The two men form a deep bond during their stint on Brokeback but end up parting on ragged terms. When it becomes clear the next year that the situation will not repeat itself, they both try their hand at playing it straight. But Brokeback, the almost Edenic site of the two men’s first commingling, acts as a tether, calling the two back as they try and increasingly fail to maintain both their secret love and their safe roles as hetero husbands and fathers.

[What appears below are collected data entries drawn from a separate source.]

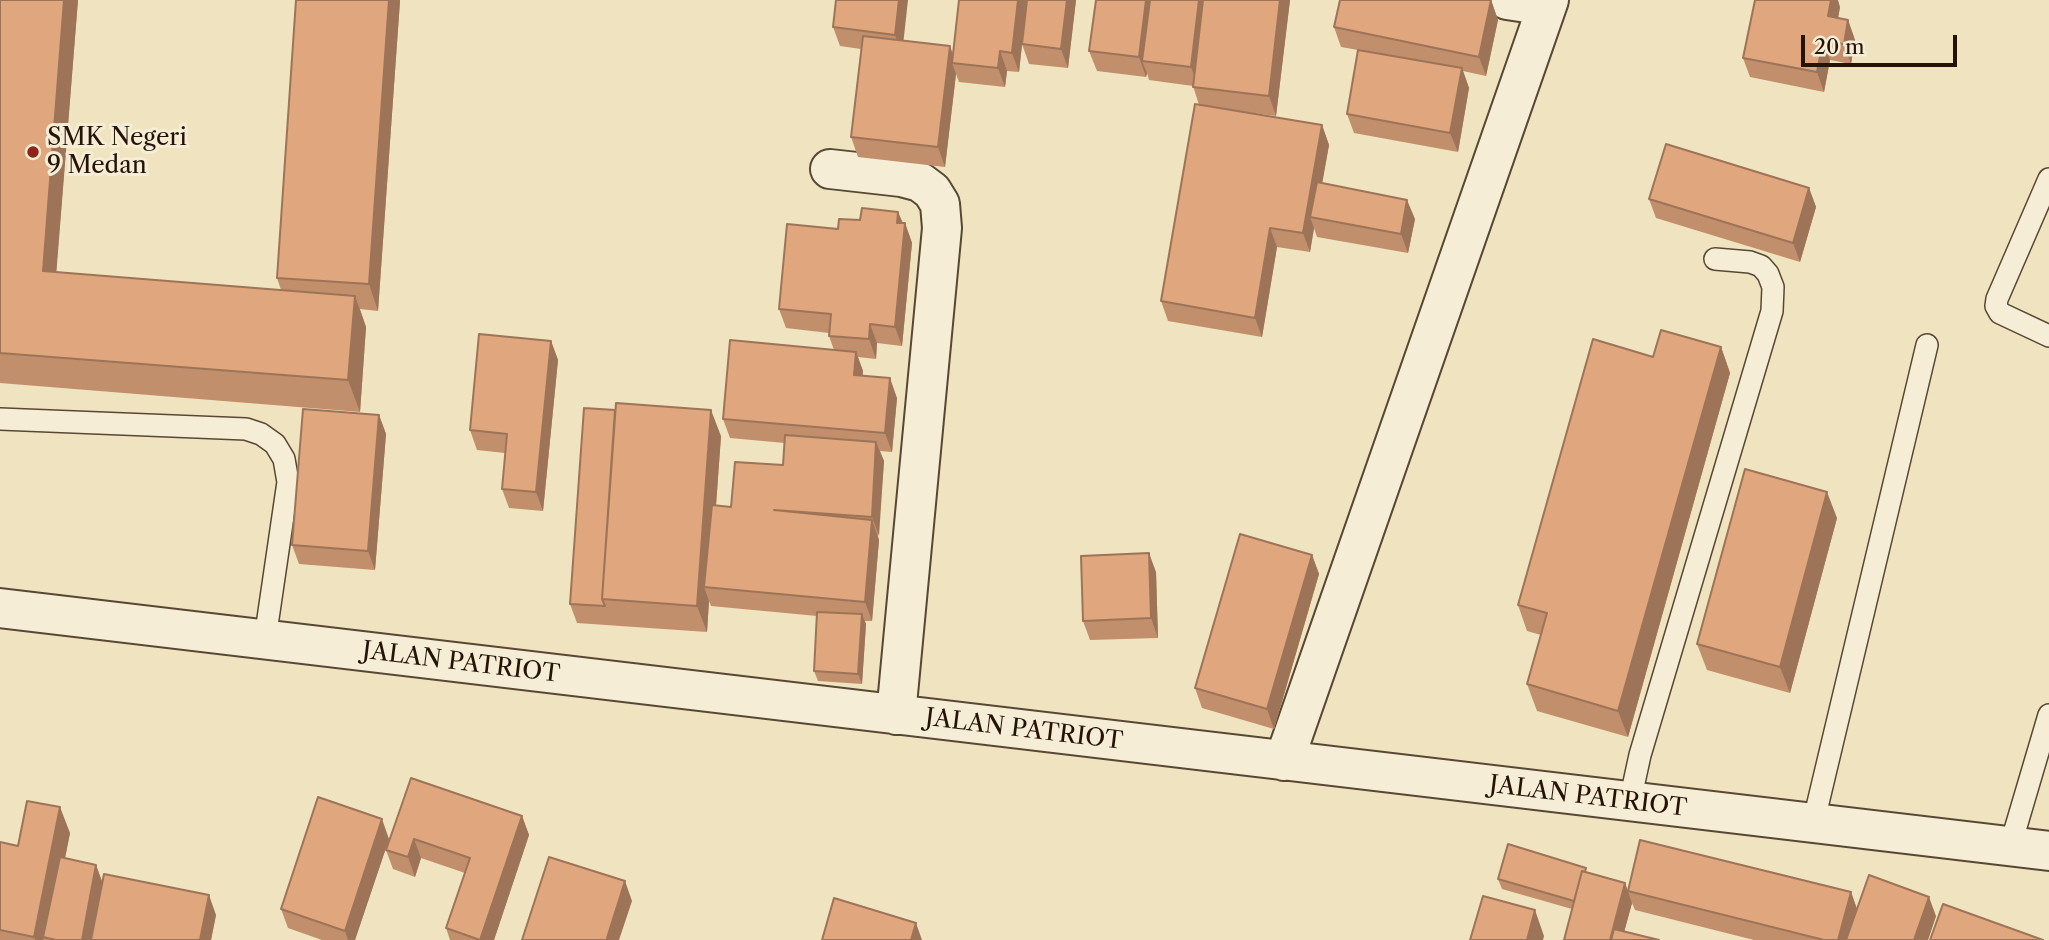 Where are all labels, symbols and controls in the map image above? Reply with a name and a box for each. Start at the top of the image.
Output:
scale bar [1804,21,1960,65]
text: 20 m [1814,34,1865,59]
place label: SMK Negeri 9 Medan [47,124,187,180]
marker: SMK Negeri 9 Medan [25,144,41,160]
street label: JALAN PATRIOT [361,637,561,689]
street label: JALAN PATRIOT [924,704,1124,756]
street label: JALAN PATRIOT [1488,771,1688,823]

One of the fantastic things about Brokeback Mountain is that it makes room for the women who enter the lives of both men. Ennis marries Alma (Michelle Williams), has two daughters, and continues work as a ranch hand. Jack marries Laureen (Anne Hathaway), the daughter of a rich farm equipment salesman, and they have a son. For a while at least, the two men appear to have settled with their past. They find some small joys in marriage and fatherhood. One of my favorite scenes is of Ennis, who has taken his family to a 4th of July picnic, protecting them from a pair of bikers who are behaving lewdly. Lee shows Ennis, determined and masculine to the extreme, silhouetted against bursting fireworks and acting for all the world like an American hero, while his impenetrable scowl hides his buried desires.

The two men eventually reunite and begin a long-distance relationship as old fishing buddies. The relationship is their secret joy, but it increasingly becomes a burden as well. The two are torn by allegiances to their families, by a growing economic divide, and by struggles over the marginalized nature of their relationship. Jack wants to run off together but Ennis is unwilling to, and his fears about the repercussions are captured in a flashback to his youth. When Ennis was young, his father took him to see the corpse of a murdered man, who had lived on a ranch with another man as his partner. Ennis wonders aloud if his father was showing him a warning or an example of his own handiwork, a chilling juxtaposition of a father’s hidden life.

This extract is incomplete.